Sharp Credit – Credit News – Credit Information
Average credit scores for mortgage borrowers remain at a 2018 high, a sign that lenders aren’t easing standards despite refinance candidates already falling off on higher rates, according to Ellie Mae’s Origination Insights report.
The average borrower FICO score for loans closed in October rose three points to 727 year-over-year and remained unchanged from its year-high hit the previous month.
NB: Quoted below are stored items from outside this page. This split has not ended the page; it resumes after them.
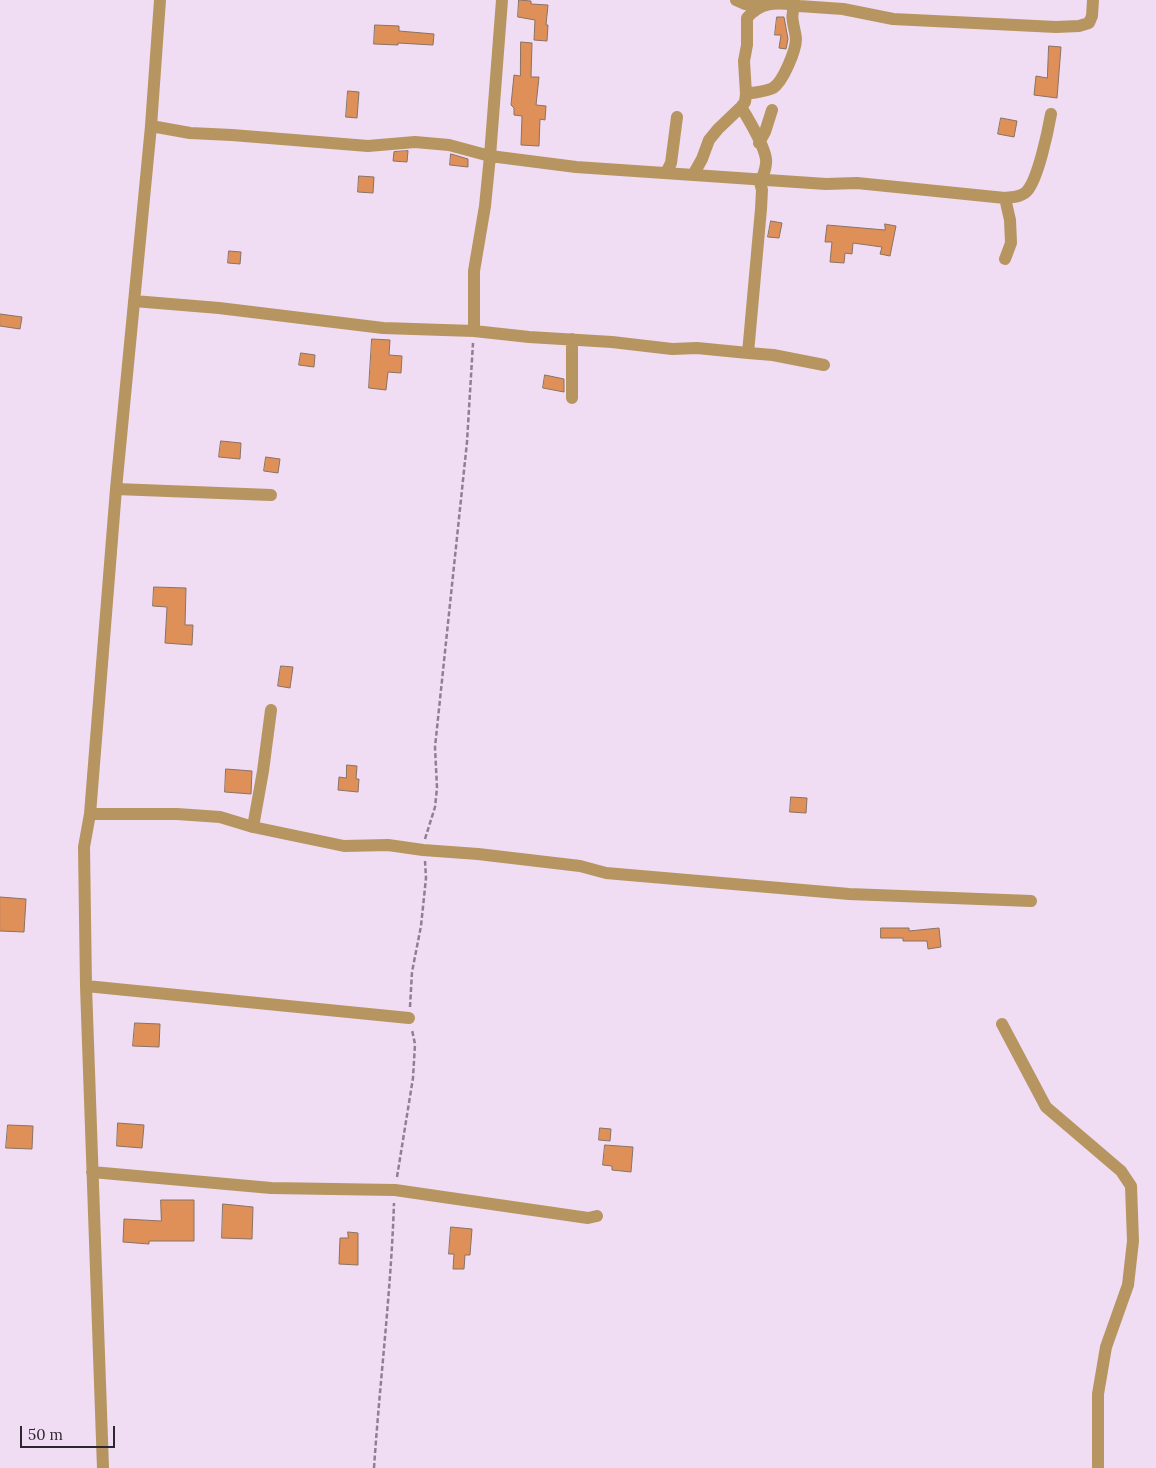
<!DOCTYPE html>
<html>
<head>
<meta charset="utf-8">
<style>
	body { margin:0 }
	#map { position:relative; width:1156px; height:1468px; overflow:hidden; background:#f0dcf3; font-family:Lora,serif }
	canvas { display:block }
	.scale { position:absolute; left:20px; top:1426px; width:95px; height:22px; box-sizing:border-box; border:2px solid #2e262f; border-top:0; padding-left:6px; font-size:15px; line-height:18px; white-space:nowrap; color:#2e262f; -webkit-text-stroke:4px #f0dcf3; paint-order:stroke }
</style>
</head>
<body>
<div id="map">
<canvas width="1156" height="1468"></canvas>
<div class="scale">50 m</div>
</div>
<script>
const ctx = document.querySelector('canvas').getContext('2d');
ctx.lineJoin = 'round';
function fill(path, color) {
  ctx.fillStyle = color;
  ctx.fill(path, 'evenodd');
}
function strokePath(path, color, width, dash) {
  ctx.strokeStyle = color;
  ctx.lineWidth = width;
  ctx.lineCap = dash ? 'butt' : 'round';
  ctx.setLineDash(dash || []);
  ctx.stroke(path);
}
const building = new Path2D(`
	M519 0 531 1V4L548 5 546 25H548L547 41 534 40 535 20 518 17Z
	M777 17H784L788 39 786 49 779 48 781 35H775Z
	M375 25 399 26V31L434 34 433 45 398 43V45L374 44Z
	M521 42 532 43 531 77H539L536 105 546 106 545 120 540 119 539 146 521 145 522 116 514 115V108L511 105 514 75 520 76Z
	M1049 46 1061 47 1057 98 1034 95 1036 76 1047 78Z
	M348 91 359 92 357 118 346 117Z
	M1001 118 1017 121 1014 137 998 134Z
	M408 151 407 162 393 161 394 152Z
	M451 154 468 159V167L450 165Z
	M359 176 374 177 373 193 358 192Z
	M771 221 782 223 779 238 768 237Z
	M885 224 896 226 890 256 880 254 882 247 853 243 852 254 845 253 844 263 830 262 832 242H825L827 225 885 230Z
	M229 251 241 252 240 264 228 263Z
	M0 314 22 317 20 329 0 326Z
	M372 339 390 340 389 355 402 356 401 373 388 372 386 390 369 388Z
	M301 353 315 355 314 367 299 365Z
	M545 375 564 379V392L543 388Z
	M221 441 241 443 240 459 219 457Z
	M266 457 280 459 278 473 264 471Z
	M154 587 186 588 185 625H193L192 645 165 643 167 607 153 606Z
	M281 666 293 667 290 688 278 686Z
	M347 765 357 766 356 779H359L358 792 338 790 339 777 346 778Z
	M226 769 252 771 251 794 225 792Z
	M791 797 807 798 806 813 790 812Z
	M0 897 26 899 24 932 0 931Z
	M881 928H909V931L939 928 941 947 928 949 927 941H903V938H881Z
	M135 1023 160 1024 159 1047 133 1046Z
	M118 1123 144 1125 142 1148 117 1146Z
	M8 1125 33 1126 32 1149 6 1148Z
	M600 1128 611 1129 610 1141 599 1140Z
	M605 1145 633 1147 631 1172 612 1170V1166L603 1165Z
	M161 1200H194V1241H149V1244L123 1242 124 1219 161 1221Z
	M223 1204 253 1207 252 1239 222 1238Z
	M451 1227 472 1229 470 1255H465L464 1269H453L454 1254H449Z
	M348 1232 358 1233V1265L339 1264 340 1238H348Z`);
fill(building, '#df9059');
strokePath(building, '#897263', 1);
strokePath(new Path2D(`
	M425 839 435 807 437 788 435 747 467 442 473 343
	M410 1007 412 972 421 926 426 878 425 861
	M397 1177 413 1078 415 1044 412 1030
	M374 1468C380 1379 391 1292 394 1203`), '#8e8090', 2.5, [5, 2.5]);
strokePath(new Path2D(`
	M736 0 745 4 762 6
	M794 0 795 5 799 6 843 9 893 19 1056 27 1079 26 1089 23 1092 16 1093 0
	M741 107C749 120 764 145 766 159 767 166 764 172 762 179
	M151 126 190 133 232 135 368 146 415 142 449 145 490 156 576 167 826 184 857 183 1005 198C1012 197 1022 197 1027 191 1038 179 1048 131 1051 114
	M759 143 765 132 772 110
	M666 173 671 163 677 117
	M693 175 702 159 709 140 718 129 741 107 745 102 746 94 744 61 747 45V18C760 2 776 2 795 5 789 17 795 27 796 39 796 50 783 82 773 88 765 92 755 92 746 94
	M1005 198 1010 220 1011 243 1005 259
	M134 301 219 308 383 328 474 331 529 337 612 342 672 349 697 348 748 353 773 355 824 365
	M474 331V271L485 206 490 156 502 0
	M748 353 761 209 762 190 759 179
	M572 398V339
	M116 489 271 495
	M90 814H177L220 817 253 827 344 846 388 845 423 850 478 854 580 866 606 873 849 894 1031 901
	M253 827 263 771 271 710
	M86 986 409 1018
	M1002 1024 1046 1107 1121 1171 1131 1186 1133 1241 1128 1285 1106 1347 1098 1394V1468
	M92 1172 271 1188 395 1190 588 1218 597 1216
	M103 1468 86 986 84 847 90 814 116 489 151 126 160 0`), '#b69560', 12);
</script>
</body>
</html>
The average loan-to-value also held steady at 79% on both an annual and monthly basis.
All the while, the refinance share of mortgages closed in October tanked 10 percentage points from the previous year, bumping up the purchase share from 61% to 68%, and mortgage origination amounts overall are heading downhill into next year, as forecasted by Fannie Mae.
But lenders are still hesitant to take on more risk to help homebuyers, already struggling with rising home prices and mortgage rates, enter the market.
“As interest rates continue to rise, the percentage of adjustable-rate mortgages is increasing as homebuyers are looking to take advantage of the best rates from their lenders,” said Ellie Mae President and CEO Jonathan Corr in a press release. “Additionally, FICO scores remain the highest we’ve seen in 2018, indicating that lenders are not yet loosening credit availability to attract the shrinking refinance market.”
Closing rates, however, have increased, meaning mortgage applications started in the previous 90 days are more likely to close than a year ago. The closing rate for all loan types hit a 2018 high of 72.2% in October, up from 70.4% a year ago.